— Exercise aim —
Line tally for "symbols": state how many lines of the entries include it, with no other text.

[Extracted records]
+ + + + +

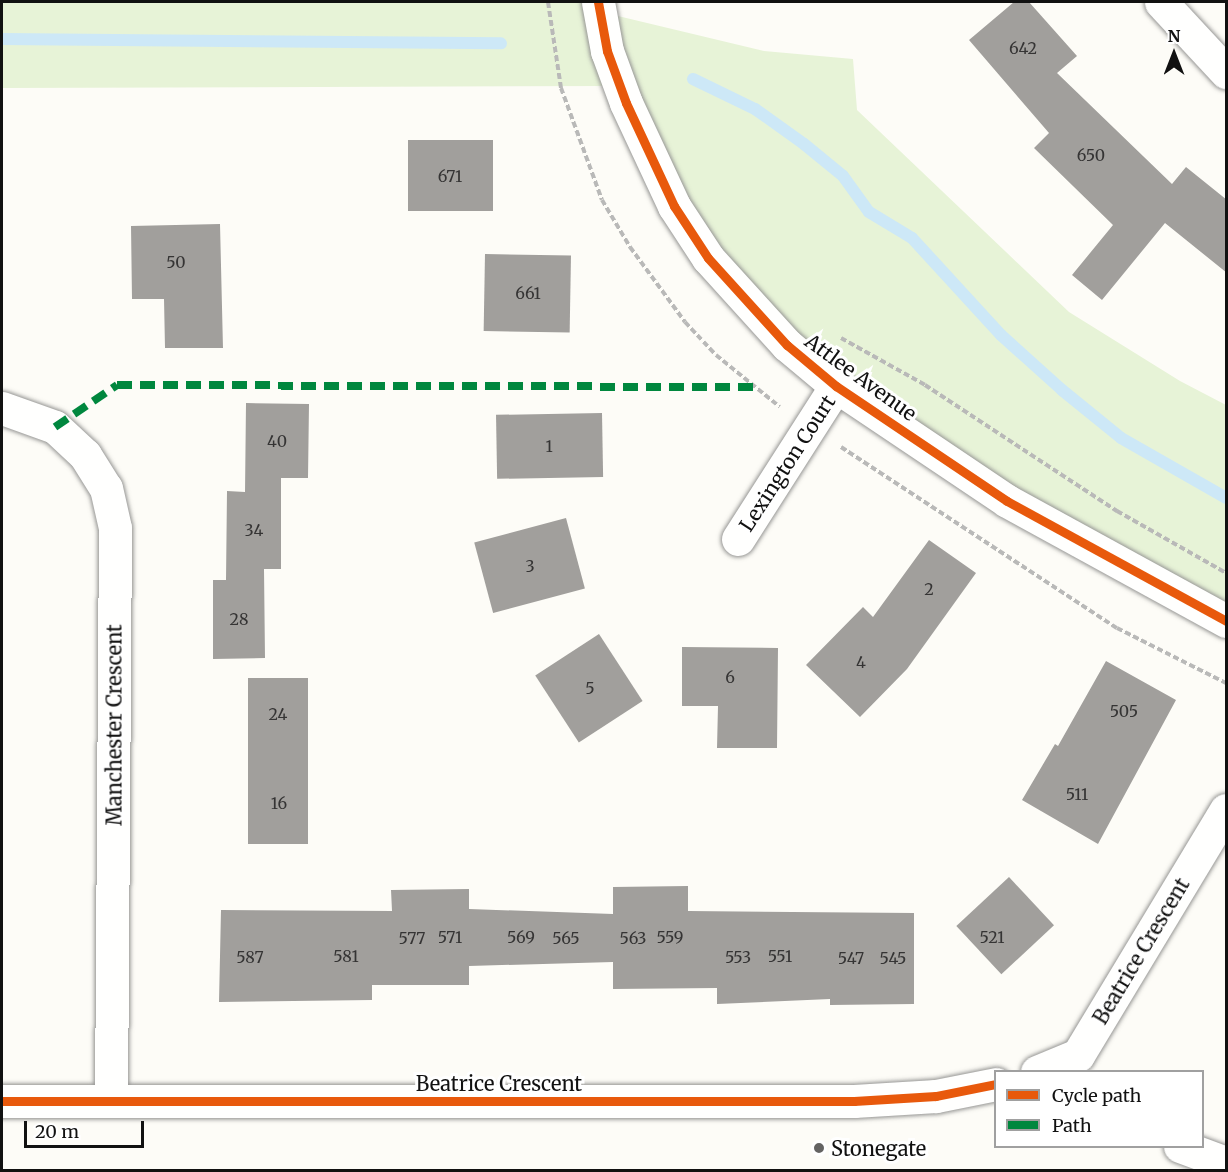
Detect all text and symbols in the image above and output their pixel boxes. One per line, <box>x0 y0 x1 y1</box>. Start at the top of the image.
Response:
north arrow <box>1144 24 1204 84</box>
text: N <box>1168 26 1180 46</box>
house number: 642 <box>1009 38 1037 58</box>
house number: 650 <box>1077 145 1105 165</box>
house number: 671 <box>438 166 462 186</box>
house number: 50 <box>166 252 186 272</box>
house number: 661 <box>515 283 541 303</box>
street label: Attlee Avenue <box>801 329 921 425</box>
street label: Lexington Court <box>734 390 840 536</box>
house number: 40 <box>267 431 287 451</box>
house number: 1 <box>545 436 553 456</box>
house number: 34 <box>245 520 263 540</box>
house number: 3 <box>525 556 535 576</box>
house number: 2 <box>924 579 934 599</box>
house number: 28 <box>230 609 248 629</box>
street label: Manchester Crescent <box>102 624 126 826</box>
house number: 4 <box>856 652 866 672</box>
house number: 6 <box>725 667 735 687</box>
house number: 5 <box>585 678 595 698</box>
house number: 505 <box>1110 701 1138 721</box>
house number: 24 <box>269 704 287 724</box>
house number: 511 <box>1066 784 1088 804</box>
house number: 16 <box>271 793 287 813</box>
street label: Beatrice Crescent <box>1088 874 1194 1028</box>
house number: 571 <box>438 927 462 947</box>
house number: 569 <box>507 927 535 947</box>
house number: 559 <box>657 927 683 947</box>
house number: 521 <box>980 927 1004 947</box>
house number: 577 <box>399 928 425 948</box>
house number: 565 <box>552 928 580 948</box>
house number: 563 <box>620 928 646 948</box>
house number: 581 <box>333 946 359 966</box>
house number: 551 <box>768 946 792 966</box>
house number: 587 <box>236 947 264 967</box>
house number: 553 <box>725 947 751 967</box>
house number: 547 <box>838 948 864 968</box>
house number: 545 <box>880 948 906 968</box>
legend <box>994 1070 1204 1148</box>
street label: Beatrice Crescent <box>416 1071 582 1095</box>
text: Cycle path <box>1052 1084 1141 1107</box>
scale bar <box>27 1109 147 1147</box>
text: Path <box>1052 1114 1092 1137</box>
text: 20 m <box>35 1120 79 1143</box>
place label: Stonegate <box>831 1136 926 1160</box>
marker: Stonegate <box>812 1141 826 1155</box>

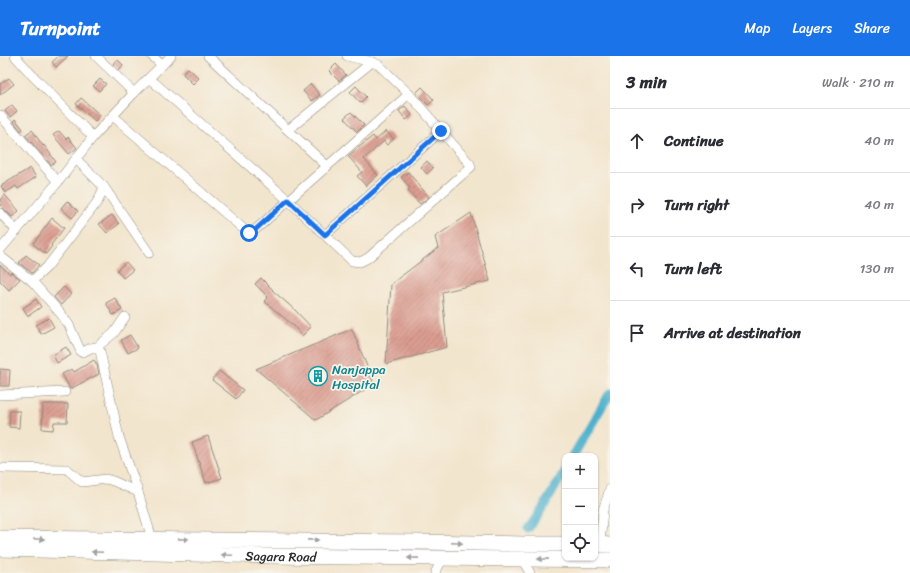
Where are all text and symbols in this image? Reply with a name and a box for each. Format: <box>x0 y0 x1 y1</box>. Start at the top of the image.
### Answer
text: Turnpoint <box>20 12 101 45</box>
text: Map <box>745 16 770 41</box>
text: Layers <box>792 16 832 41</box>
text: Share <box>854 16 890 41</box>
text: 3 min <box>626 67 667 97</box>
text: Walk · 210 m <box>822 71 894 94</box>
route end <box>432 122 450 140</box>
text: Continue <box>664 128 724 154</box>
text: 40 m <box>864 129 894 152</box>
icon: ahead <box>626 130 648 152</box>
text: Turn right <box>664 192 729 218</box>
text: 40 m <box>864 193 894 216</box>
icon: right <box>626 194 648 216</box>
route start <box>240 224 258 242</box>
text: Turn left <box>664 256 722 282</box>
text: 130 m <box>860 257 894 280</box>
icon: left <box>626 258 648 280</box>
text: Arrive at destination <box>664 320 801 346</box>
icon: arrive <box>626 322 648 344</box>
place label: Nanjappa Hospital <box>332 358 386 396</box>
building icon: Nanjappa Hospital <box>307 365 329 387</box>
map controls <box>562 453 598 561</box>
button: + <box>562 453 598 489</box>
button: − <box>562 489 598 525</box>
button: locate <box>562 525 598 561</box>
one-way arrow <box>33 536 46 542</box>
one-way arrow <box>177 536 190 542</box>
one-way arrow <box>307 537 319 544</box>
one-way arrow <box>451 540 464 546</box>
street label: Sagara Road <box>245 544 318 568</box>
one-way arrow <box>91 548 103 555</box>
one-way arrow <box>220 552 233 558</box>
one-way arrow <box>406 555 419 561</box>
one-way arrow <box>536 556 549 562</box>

+ + + + +

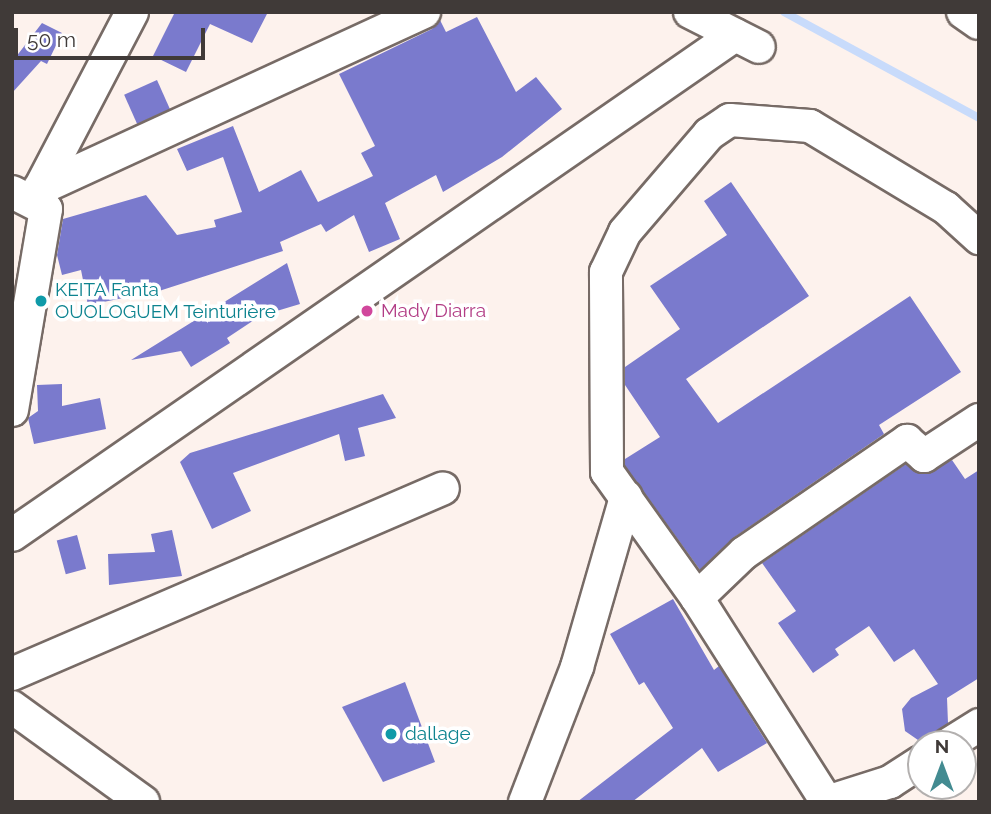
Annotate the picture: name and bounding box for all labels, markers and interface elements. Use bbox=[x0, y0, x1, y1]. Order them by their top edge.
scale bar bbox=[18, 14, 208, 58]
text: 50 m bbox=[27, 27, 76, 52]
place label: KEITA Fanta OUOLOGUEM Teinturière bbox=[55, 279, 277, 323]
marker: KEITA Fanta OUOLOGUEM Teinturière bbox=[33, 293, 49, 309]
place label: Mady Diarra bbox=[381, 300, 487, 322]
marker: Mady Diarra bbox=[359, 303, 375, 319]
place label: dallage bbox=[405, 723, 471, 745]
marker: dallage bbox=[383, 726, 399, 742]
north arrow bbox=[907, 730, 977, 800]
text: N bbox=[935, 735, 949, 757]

+ + + + +

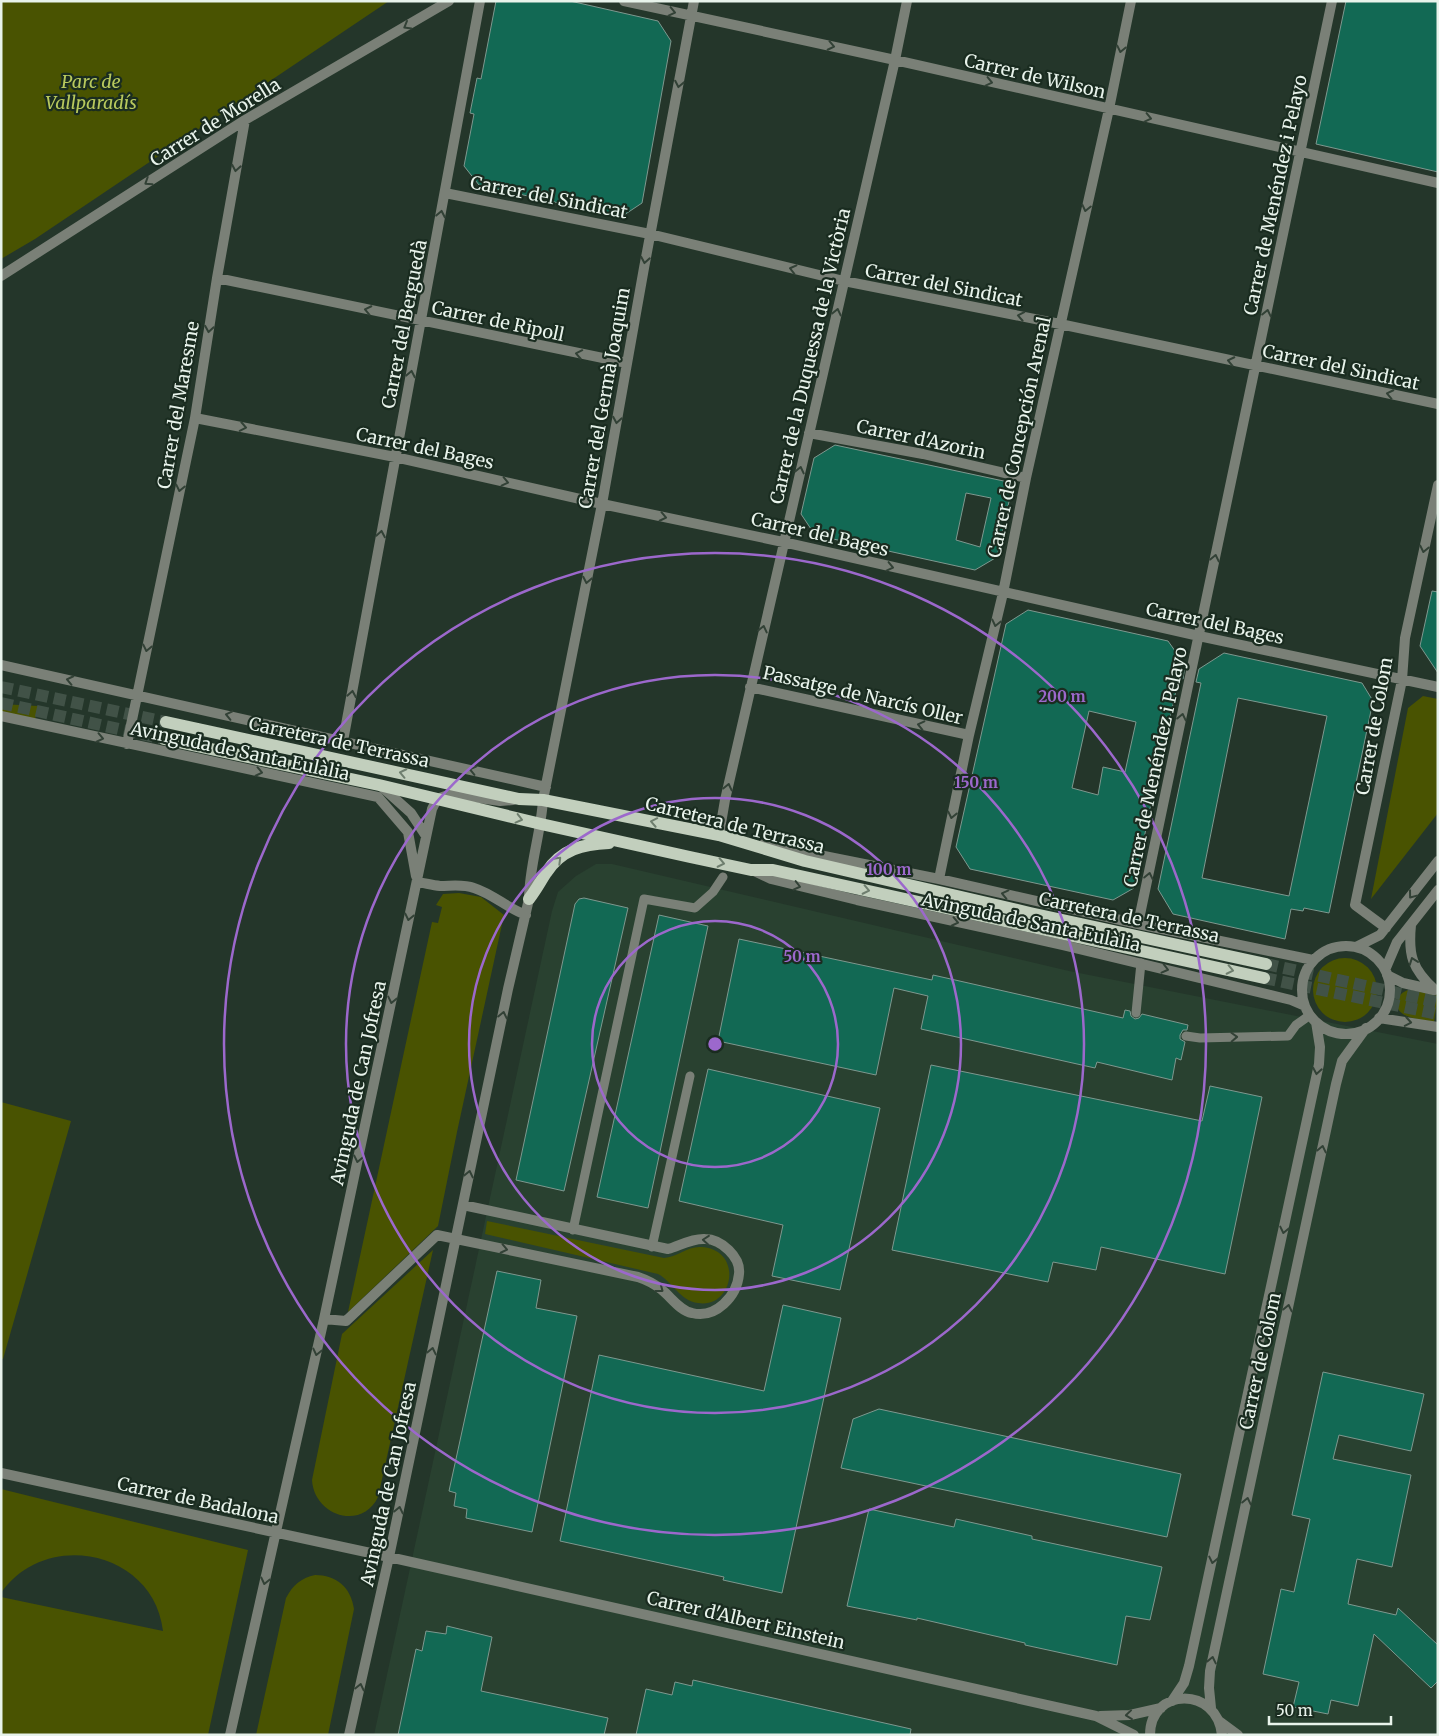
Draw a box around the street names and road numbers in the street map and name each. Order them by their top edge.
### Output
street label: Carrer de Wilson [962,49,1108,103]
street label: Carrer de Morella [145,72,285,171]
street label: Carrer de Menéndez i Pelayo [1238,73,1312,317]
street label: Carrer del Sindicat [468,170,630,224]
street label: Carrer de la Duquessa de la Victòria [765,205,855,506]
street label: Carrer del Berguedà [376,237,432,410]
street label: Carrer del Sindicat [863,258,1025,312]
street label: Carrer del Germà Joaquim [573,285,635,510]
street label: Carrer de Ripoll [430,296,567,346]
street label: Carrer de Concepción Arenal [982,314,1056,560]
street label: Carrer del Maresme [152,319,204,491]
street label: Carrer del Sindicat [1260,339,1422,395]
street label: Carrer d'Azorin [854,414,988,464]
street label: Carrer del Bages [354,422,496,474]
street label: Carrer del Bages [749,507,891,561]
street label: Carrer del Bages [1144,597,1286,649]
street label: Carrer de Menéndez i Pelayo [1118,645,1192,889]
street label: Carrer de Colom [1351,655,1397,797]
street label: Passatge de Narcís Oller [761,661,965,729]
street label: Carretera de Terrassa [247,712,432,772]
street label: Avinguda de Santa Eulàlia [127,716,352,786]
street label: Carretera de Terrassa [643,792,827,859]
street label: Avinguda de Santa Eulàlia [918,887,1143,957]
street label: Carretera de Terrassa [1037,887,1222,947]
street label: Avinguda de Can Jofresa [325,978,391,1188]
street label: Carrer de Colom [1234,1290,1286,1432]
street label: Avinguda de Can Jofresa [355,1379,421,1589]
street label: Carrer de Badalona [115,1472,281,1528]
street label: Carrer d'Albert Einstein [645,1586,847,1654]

+ + + + +

— Written response —
2